During Poe’s life, he and his work received much praise. John Neal said, “He might make a beautiful and perhaps a magnificent poem. There is a good deal here to justify such a hope.” Poe later described John Neal’s praise as the first words of encouragement he ever remembered to have heard (Carlson 3). In the New York Mirror there appeared a notice praising highly the style and power of intellect and imagination manifest in the Tales of the Grotesque and Arabesque. Also, a man by the name of P. Pendleton Cooke heaps praise on Poe’s poems for their perfect rhythm and vocabulary. He identifies Poe’s genius with a daring and wild imagination.

Although praised by many, fellow authors criticized Poe for his eccentric life style; he also had many critics who didn’t approve of his unorthodox writing style. His most notarized critic was Rufus W. Griswold, who was to be his biographer. Griswold is known, by Poe’s admirers, as a slanderer of the dead and a betrayer of one who had reposed confidence in him. After Poe’s death, Griswold published the “Ludwig” article. In this article he said, “Edgar Allan Poe is dead. He died in Baltimore the day before yesterday. This announcement will startle many, but few will be grieved by itâÂ?¦ He had few or no friends.” This article was printed on October 9, 1849, and did irreparable damage to Poe’s career. Another critic was quoted in Roger Asselineau’s Edgar Allan Poe as saying,

The reason for Poe’s relative failure is the discrepancy between the irrational nature of what he wanted to convey and the imperturbably intellectual character of his means of expression. In his writings, as in life, even when raving mad, he always behaved and expressed himself like an eighteenth-century gentleman (43).
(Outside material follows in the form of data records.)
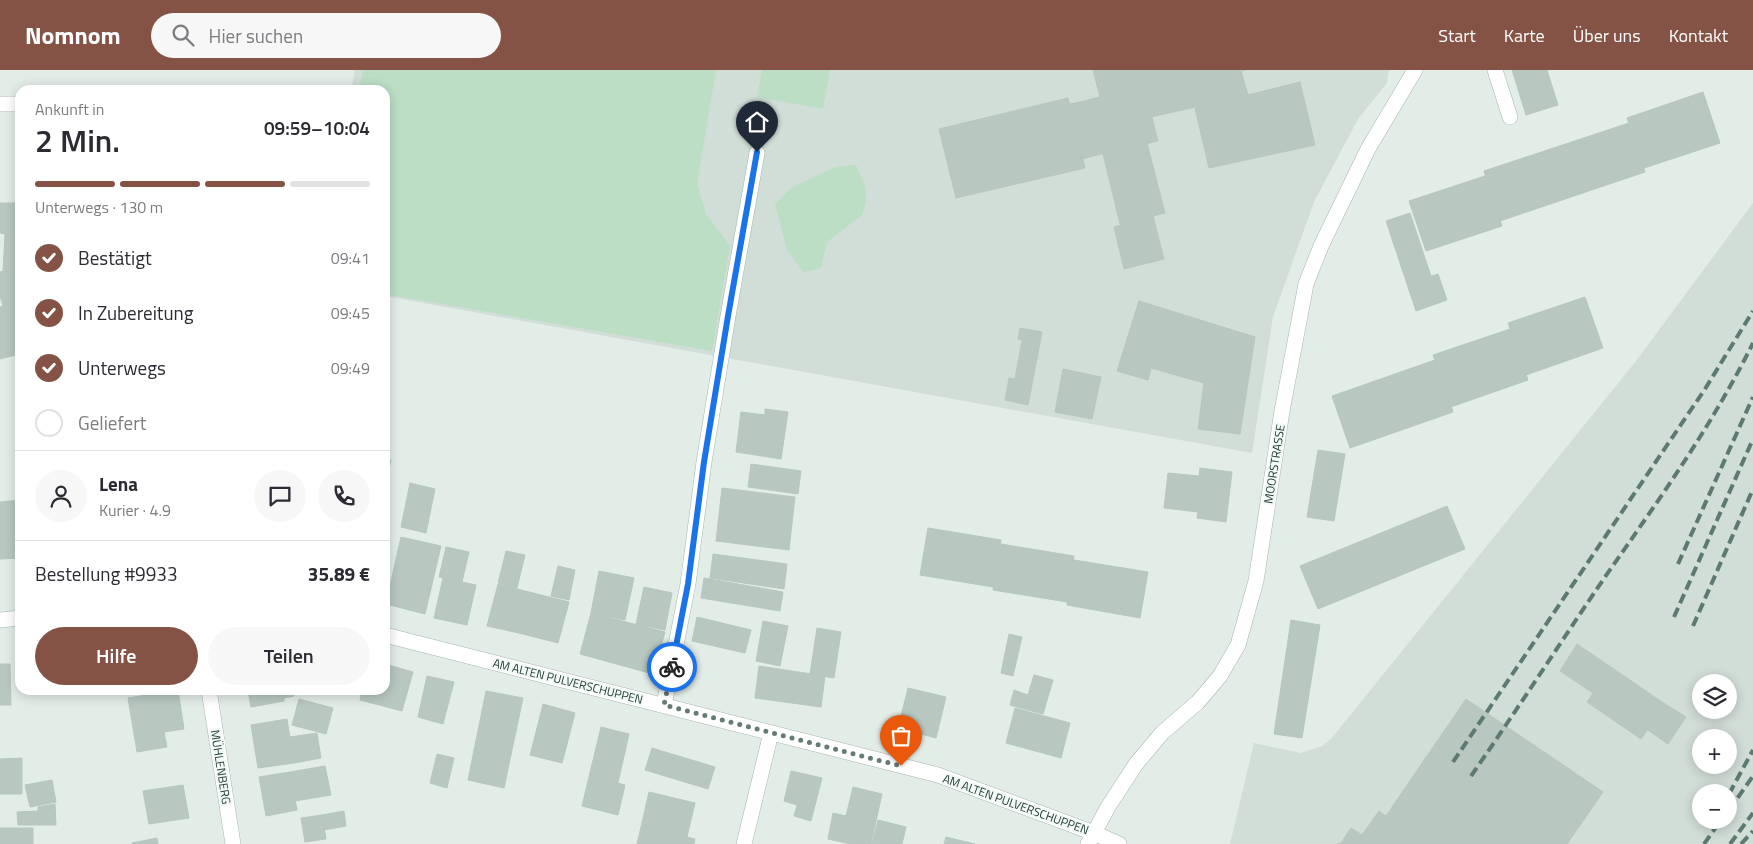 <!DOCTYPE html>
<html lang="de">
<head>
<meta charset="utf-8">
<style>
	:root { --surface:#fff; --page:#f7f7f7; --text:#2b2b33; --muted:#7c7c81; --line:#e1e1e2; --accent:#855345 }
	body { margin:0; font-family:"Titillium Web",sans-serif; background:var(--page); color:var(--text); height:100vh; display:flex; flex-direction:column; font-size:19px; white-space:nowrap }
	* { box-sizing:border-box; margin:0 }
	p { font-size:16px; color:var(--muted) }
	.icon { flex:none; width:28px; height:28px; fill:none; stroke:currentColor; stroke-width:2; stroke-linecap:round; stroke-linejoin:round }
	.map { position:relative; flex:1; overflow:hidden }
	.details { position:absolute; left:15px; top:15px; width:375px; height:610px; display:flex; flex-direction:column; background:var(--surface); border-radius:15px; box-shadow:0 2px 12px #0003 }
	.details>* { flex:none }
	.controls { position:absolute; left:1692px; top:604px; display:grid; gap:10px }
	.controls a { display:grid; place-items:center; width:45px; height:45px; border-radius:50%; background:var(--surface); box-shadow:0 2px 12px #0003; font-size:25px }
	.pin { position:absolute; display:grid; place-items:center; width:42px; height:42px; color:#fff; margin:-51px -21px; border-radius:50% 50% 50% 0; rotate:-45deg; box-shadow:0 0 5px #0007 }
	.pin .icon { rotate:45deg }
	.courier { position:absolute; display:grid; place-items:center; width:50px; height:50px; margin:-25px; border:4px solid #1a73e8; border-radius:50%; background:#fff; color:#222; box-shadow:0 1px 6px #0007 }
	.head em { font-style:normal; font-weight:600 }
	.head div { display:flex; flex-direction:column-reverse }
	.head { display:flex; align-items:center; justify-content:space-between; height:85px; padding:0 20px }
	h1 { font-size:32px; font-weight:600; line-height:38px }
	.bar { display:grid; grid-template-columns:repeat(4,1fr); gap:8px 5px; align-content:center; height:60px; padding:0 20px }
	.bar i { height:6px; border-radius:4px; background:var(--line) }
	.bar .selected { background:var(--accent) }
	.bar p { grid-column:span 4 }
	.line { display:flex; align-items:center; gap:12px; padding:0 20px; border-top:1px solid var(--line) }
	.line div { flex:1 }
	.round { display:grid; place-items:center; flex:none; width:52px; height:52px; border-radius:26px; background:var(--page) }
	ol { padding:0 20px; list-style:none }
	li { display:flex; align-items:center; gap:15px; height:55px }
	li p { margin-inline-start:auto }
	li .icon { padding:5px; border-radius:50%; background:var(--accent); color:#fff; stroke-width:4 }
	li:last-child { color:var(--muted) }
	li i { width:28px; height:28px; border:2px solid var(--line); border-radius:50% }
	.action { display:flex; gap:10px; margin-top:auto; padding:10px 20px }
	.action a { flex:1; height:58px; border-radius:30px; background:var(--accent); color:#fff; font-size:20px; font-weight:600; line-height:58px; text-align:center }
	.action a+a { background:var(--page); color:var(--text) }
	header { display:flex; align-items:center; gap:30px; box-sizing:border-box; height:70px; padding:0 25px; background:var(--accent); color:#fff }
	header strong { font-size:24px }
	nav { display:flex; gap:28px; margin-inline-start:auto; font-size:18px }
	.search { width:350px; height:45px; background:var(--page); display:flex; align-items:center; gap:12px; box-sizing:border-box; padding:0 18px; border-radius:28px; color:var(--muted); font-size:19px }
	.map>svg:first-child { display:block }
</style>
</head>
<body>
<header>
<strong>Nomnom</strong>
<div class="search"><svg class="icon" aria-label="search" viewBox="0 0 24 24"><circle cx="10" cy="10" r="6"/><path d="M15 15l6 6"/></svg>Hier suchen</div>
<nav><a>Start</a><a>Karte</a><a>Über uns</a><a>Kontakt</a></nav>
</header>
<div class="map">
<svg width="1753" height="774" viewBox="0 0 1753 774">
	<rect width="100%" height="100%" fill="#e3ede8"/>
	<path fill="#d1ddd7" fill-rule="evenodd" d="M 355,0 L 1389,0 L 1387,13 L 1358,49 L 1314,132 L 1273,247 L 1252,383 L 385,226 L 385,20 L 351,20 Z
		M 1753,133 L 1753,774 L 1230,774 L 1254,673 L 1301,683 L 1322,676 L 1331,669 L 1636,291 ZM 1701,612 L 1729,612 L 1729,640 L 1701,640 ZM 1701,668 L 1729,668 L 1729,695 L 1701,695 ZM 1701,722 L 1729,722 L 1729,750 L 1701,750 Z"/>
	<path fill="#bbdec5" d="M 363,0 L 716,0 L 697,114 L 706,144 L 730,176 L 712,281 L 385,224 L 385,20 L 359,20 Z
		M 762,0 L 830,0 L 823,39 L 757,27 Z
		M 856,95 L 865,117 L 866,131 L 862,145 L 827,172 L 821,198 L 803,202 L 787,180 L 775,134 L 791,118 L 835,97 Z"/>
	<path fill="#b8c8c1" stroke="#b5c7c0" d="M 1093,0 L 1140,0 L 1158,71 L 1113,81 L 1105,50 L 1085,55 L 1080,32 L 1100,27 Z
		M 1140,0 L 1245,0 L 1241,1 L 1248,25 L 1151,47 Z
		M 1512,0 L 1547,0 L 1558,35 L 1526,45 Z
		M 1300,12 L 1315,75 L 1209,98 L 1195,38 Z
		M 1703,22 L 1720,73 L 1644,98 L 1627,48 Z
		M 1068,28 L 1085,98 L 956,128 L 939,59 Z
		M 1080,32 L 1085,55 L 1105,50 L 1113,81 L 1082,89 L 1070,34 Z
		M 1629,53 L 1645,102 L 1500,151 L 1484,101 Z
		M 1147,73 L 1165,143 L 1120,154 L 1103,84 Z
		M 1485,106 L 1502,156 L 1426,181 L 1409,131 Z
		M 0,133 L 20,133 L 20,284 L 0,289 L 0,237 L 3,236 L 0,226 L 0,202 L 3,201 L 5,164 L 0,163 Z
		M 1410,143 L 1431,206 L 1407,214 L 1386,151 Z
		M 1153,146 L 1164,189 L 1124,199 L 1114,157 Z
		M 1438,204 L 1447,230 L 1416,241 L 1407,214 Z
		M 1585,227 L 1603,278 L 1526,305 L 1508,253 Z
		M 1139,231 L 1255,267 L 1240,364 L 1198,359 L 1204,313 L 1151,298 L 1148,310 L 1117,301 Z
		M 1020,258 L 1042,262 L 1028,335 L 1005,330 L 1009,308 L 1015,309 L 1022,270 L 1018,269 Z
		M 1510,259 L 1528,310 L 1451,337 L 1433,285 Z
		M 1435,290 L 1453,342 L 1350,378 L 1332,326 Z
		M 1063,299 L 1101,307 L 1092,349 L 1055,342 Z
		M 765,339 L 788,342 L 781,389 L 736,382 L 741,342 L 765,345 Z
		M 1318,380 L 1345,384 L 1334,451 L 1307,447 Z
		M 385,389 L 391,390 L 385,417 Z
		M 751,394 L 801,401 L 798,424 L 748,417 Z
		M 1200,398 L 1232,402 L 1226,452 L 1197,448 L 1198,442 L 1164,438 L 1168,403 L 1199,406 Z
		M 410,413 L 435,419 L 426,463 L 401,457 Z
		M 722,418 L 795,427 L 789,480 L 716,471 Z
		M 20,430 L 20,488 L 0,489 L 0,432 Z
		M 1447,436 L 1465,479 L 1318,539 L 1300,496 Z
		M 928,458 L 1001,470 L 993,517 L 920,505 Z
		M 385,461 L 390,462 L 385,487 Z
		M 401,467 L 441,476 L 425,544 L 386,534 Z
		M 1001,474 L 1074,486 L 1067,532 L 993,520 Z
		M 446,477 L 469,482 L 462,512 L 439,507 Z
		M 506,481 L 525,485 L 517,518 L 498,513 Z
		M 713,484 L 787,494 L 784,519 L 710,508 Z
		M 1074,490 L 1148,502 L 1140,548 L 1067,535 Z
		M 558,496 L 575,500 L 569,530 L 551,526 Z
		M 599,501 L 634,508 L 625,550 L 591,543 Z
		M 443,508 L 476,515 L 467,555 L 434,548 Z
		M 704,508 L 783,522 L 780,541 L 701,528 Z
		M 498,514 L 533,523 L 523,564 L 487,556 Z
		M 644,517 L 672,523 L 665,560 L 636,554 Z
		M 533,523 L 569,532 L 558,573 L 523,564 Z
		M 591,543 L 665,562 L 653,604 L 580,584 Z
		M 697,547 L 751,560 L 745,583 L 692,571 Z
		M 1291,550 L 1320,555 L 1302,668 L 1274,664 Z
		M 763,551 L 788,556 L 780,596 L 756,591 Z
		M 817,558 L 841,562 L 834,608 L 810,604 Z
		M 1009,564 L 1022,567 L 1013,606 L 1001,603 Z
		M 1577,574 L 1665,634 L 1641,669 L 1587,632 L 1593,623 L 1560,601 Z
		M 0,594 L 10,594 L 11,635 L 0,635 Z
		M 385,594 L 413,602 L 402,641 L 360,630 L 362,620 L 385,620 Z
		M 759,596 L 825,606 L 821,637 L 755,628 Z
		M 1034,605 L 1053,610 L 1043,644 L 1010,635 L 1014,620 L 1028,625 Z
		M 427,606 L 454,612 L 443,654 L 418,647 Z
		M 908,618 L 946,627 L 936,668 L 898,658 Z
		M 178,620 L 184,659 L 164,662 L 167,677 L 137,682 L 128,628 Z
		M 248,620 L 293,620 L 294,626 L 284,628 L 284,631 L 251,637 Z
		M 486,621 L 523,628 L 504,718 L 468,710 Z
		M 299,629 L 333,638 L 326,664 L 292,655 Z
		M 1466,629 L 1603,722 L 1567,774 L 1375,774 L 1362,765 L 1379,741 L 1386,746 Z
		M 543,634 L 575,643 L 566,678 L 534,670 Z
		M 1665,634 L 1686,647 L 1668,674 L 1648,660 Z
		M 1015,638 L 1070,653 L 1061,688 L 1006,673 Z
		M 287,649 L 294,693 L 258,698 L 251,655 Z
		M 601,657 L 629,664 L 618,713 L 625,715 L 618,745 L 582,736 Z
		M 317,663 L 321,688 L 294,693 L 290,667 Z
		M 534,670 L 566,678 L 562,693 L 530,685 Z
		M 652,678 L 715,697 L 708,719 L 645,700 Z
		M 437,684 L 454,688 L 447,718 L 430,713 Z
		M 22,688 L 22,724 L 0,724 L 0,689 Z
		M 325,696 L 331,725 L 295,731 L 290,702 Z
		M 791,701 L 822,708 L 811,751 L 794,746 L 797,735 L 784,731 Z
		M 290,702 L 297,740 L 266,746 L 259,707 Z
		M 52,710 L 56,732 L 30,737 L 25,715 Z
		M 183,715 L 189,748 L 149,754 L 143,721 Z
		M 853,717 L 882,724 L 871,774 L 850,774 L 828,769 L 833,743 L 846,746 Z
		M 649,722 L 695,733 L 687,767 L 695,769 L 694,774 L 637,774 Z
		M 55,734 L 56,755 L 38,755 L 38,737 Z
		M 38,741 L 38,755 L 18,755 L 17,742 Z
		M 344,741 L 346,756 L 324,760 L 322,745 Z
		M 322,745 L 326,769 L 305,772 L 301,748 Z
		M 878,750 L 906,757 L 902,774 L 872,774 Z
		M 0,758 L 33,758 L 33,774 L 0,774 Z
		M 1351,758 L 1362,765 L 1375,774 L 1337,774 L 1341,773 Z
		M 946,767 L 975,774 L 944,774 Z
		M 157,768 L 158,774 L 132,774 L 132,773 Z"/>
	<g fill="none" stroke-linecap="round" stroke-linejoin="round">
		<defs>
			<path id="lane" d="M 1495,0 L 1510,47
				M 0,34 L 20,34
				M 664,635 L 688,514 L 704,392 L 728,246 L 757,83"/>
			<path id="street" d="M 0,550 L 20,548
				M 385,565 L 938,705 L 1094,763 L 1119,774
				M 209,620 L 233,774
				M 744,774 L 771,663
				M 1088,774 L 1108,737 L 1136,694 L 1162,663 L 1198,632 L 1220,606 L 1238,575 L 1256,511 L 1282,341 L 1306,214 L 1321,176 L 1368,79 L 1415,0"/>
		</defs>
		<use href="#lane" stroke="#a5b5af" stroke-width="16"/>
		<use href="#street" stroke="#a5b5af" stroke-width="16"/>
		<use href="#lane" stroke="#fff" stroke-width="15"/>
		<use href="#street" stroke="#fff" stroke-width="15"/>
		<path stroke="#5d7a72" stroke-width="4" stroke-dasharray="10 5" stroke-linecap="butt" d="M 1678,494 L 1753,327
			M 1674,547 L 1753,369
			M 1693,556 L 1753,419
			M 1453,692 L 1705,319 L 1753,241
			M 1471,706 C 1517,640 1560,573 1605,507 C 1658,431 1712,356 1753,273
			M 1729,724 L 1753,680
			M 1729,740 L 1753,706
			M 1704,774 L 1721,750
			M 1730,774 L 1753,743
			M 1741,774 L 1753,761"/>
	</g>
	<g fill="none" stroke-linecap="round" stroke-linejoin="round">
		<path stroke="#667b75" stroke-width="5" stroke-dasharray="0 9" d="M 672,597 L 664,635 L 901,696"/>
		<path stroke="#1a73e8" stroke-width="6" d="M 672,597 L 688,514 L 704,392 L 728,246 L 757,82"/>
	</g>
	<g text-anchor="middle" dominant-baseline="central" stroke-width="4" stroke-linejoin="round" paint-order="stroke">
		<g font-size="12" fill="#223e37" stroke="#f3f9f6">
			<text transform="translate(1274 394) rotate(-81)">MOORSTRASSE</text>
			<text transform="translate(568 611) rotate(14)">AM ALTEN PULVERSCHUPPEN</text>
			<text transform="translate(221 697) rotate(81)">MÜHLENBERG</text>
			<text transform="translate(1016 734) rotate(20)">AM ALTEN PULVERSCHUPPEN</text>
		</g>
	</g>
</svg>
<div class="controls">
<a><svg class="icon" aria-label="layers" viewBox="0 0 24 24"><path d="M12 4l9 5-9 5-9-5zM3 14l9 5 9-5"/></svg></a>
<a>+</a>
<a>−</a>
</div>
<div class="pin" style="left:901px;top:696px;background:#ea580c"><svg class="icon" aria-label="bag" viewBox="0 0 24 24"><path d="M5 8h14l-1 12H6zM9 8a3 3 0 0 1 6 0"/></svg></div>
<div class="pin" style="left:757px;top:82px;background:#1f2937"><svg class="icon" aria-label="home" viewBox="0 0 24 24"><path d="M3 11l9-7 9 7M6 9v11h12V9"/></svg></div>
<div class="courier" style="left:672px;top:597px"><svg class="icon" aria-label="bike" viewBox="0 0 24 24"><circle cx="6" cy="16" r="4"/><circle cx="18" cy="16" r="4"/><path d="M6 16l4-8h5l3 8M10 8l3 8H6M13 5h3"/></svg></div>
<section class="details">
<div class="head"><div><h1>2 Min.</h1><p>Ankunft in</p></div><em>09:59–10:04</em></div>
<div class="bar"><i class="selected"></i><i class="selected"></i><i class="selected"></i><i></i><p>Unterwegs · 130 m</p></div>
<ol>
<li><svg class="icon" aria-label="check" viewBox="0 0 24 24"><path d="M5 12l5 5 9-10"/></svg>Bestätigt<p>09:41</p></li>
<li><svg class="icon" aria-label="check" viewBox="0 0 24 24"><path d="M5 12l5 5 9-10"/></svg>In Zubereitung<p>09:45</p></li>
<li><svg class="icon" aria-label="check" viewBox="0 0 24 24"><path d="M5 12l5 5 9-10"/></svg>Unterwegs<p>09:49</p></li>
<li><i></i>Geliefert</li>
</ol>
<div class="line" style="height:90px"><a class="round"><svg class="icon" aria-label="person" viewBox="0 0 24 24"><circle cx="12" cy="8" r="4"/><path d="M4 21q1-7 8-7t8 7"/></svg></a><div><b>Lena</b><p>Kurier · 4.9</p></div><a class="round"><svg class="icon" aria-label="chat" viewBox="0 0 24 24"><path d="M4 5h16v11H9l-5 4z"/></svg></a><a class="round"><svg class="icon" aria-label="phone" viewBox="0 0 24 24"><path d="M5 4h4l2 5-3 2q2 4 5 5l2-3 5 2v4C11 20 4 13 5 4z"/></svg></a></div>
<div class="line" style="height:65px"><div>Bestellung #9933</div><b>35.89 €</b></div>
<div class="action"><a>Hilfe</a><a>Teilen</a></div>
</section>
</div>
</body>
</html>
In conclusion, it is false to call Poe little more than an artist of nightmares, hallucinations, insane crimes, and weird beauties, little more than an intuitive poetic genius. A quote that best defines Poe is from Vincent Buranelli’s book,
Poe is both a dreamy fantasist and a cerebral logician. He lingers with science and is chilled by its abstractions. He resolutely closes his eyes to factual reality and examines it in detail. He works with melancholy, and with humor; with burlesque, and with realism. He probes fascinated, into horrible obsessions, and gazes, enchanted, at eternal beauty (20-21).

Poe, the dreamer, is where the analytical study must properly begin; but it must not end until it has accounted for Poe the rationalist, the scientist, the hoaxer, the humanist, and the literary and social critic (Buranelli 21). Poe is a writer of great skill, and had his life not ended so suddenly, he would have produced many more prolific stories and poems.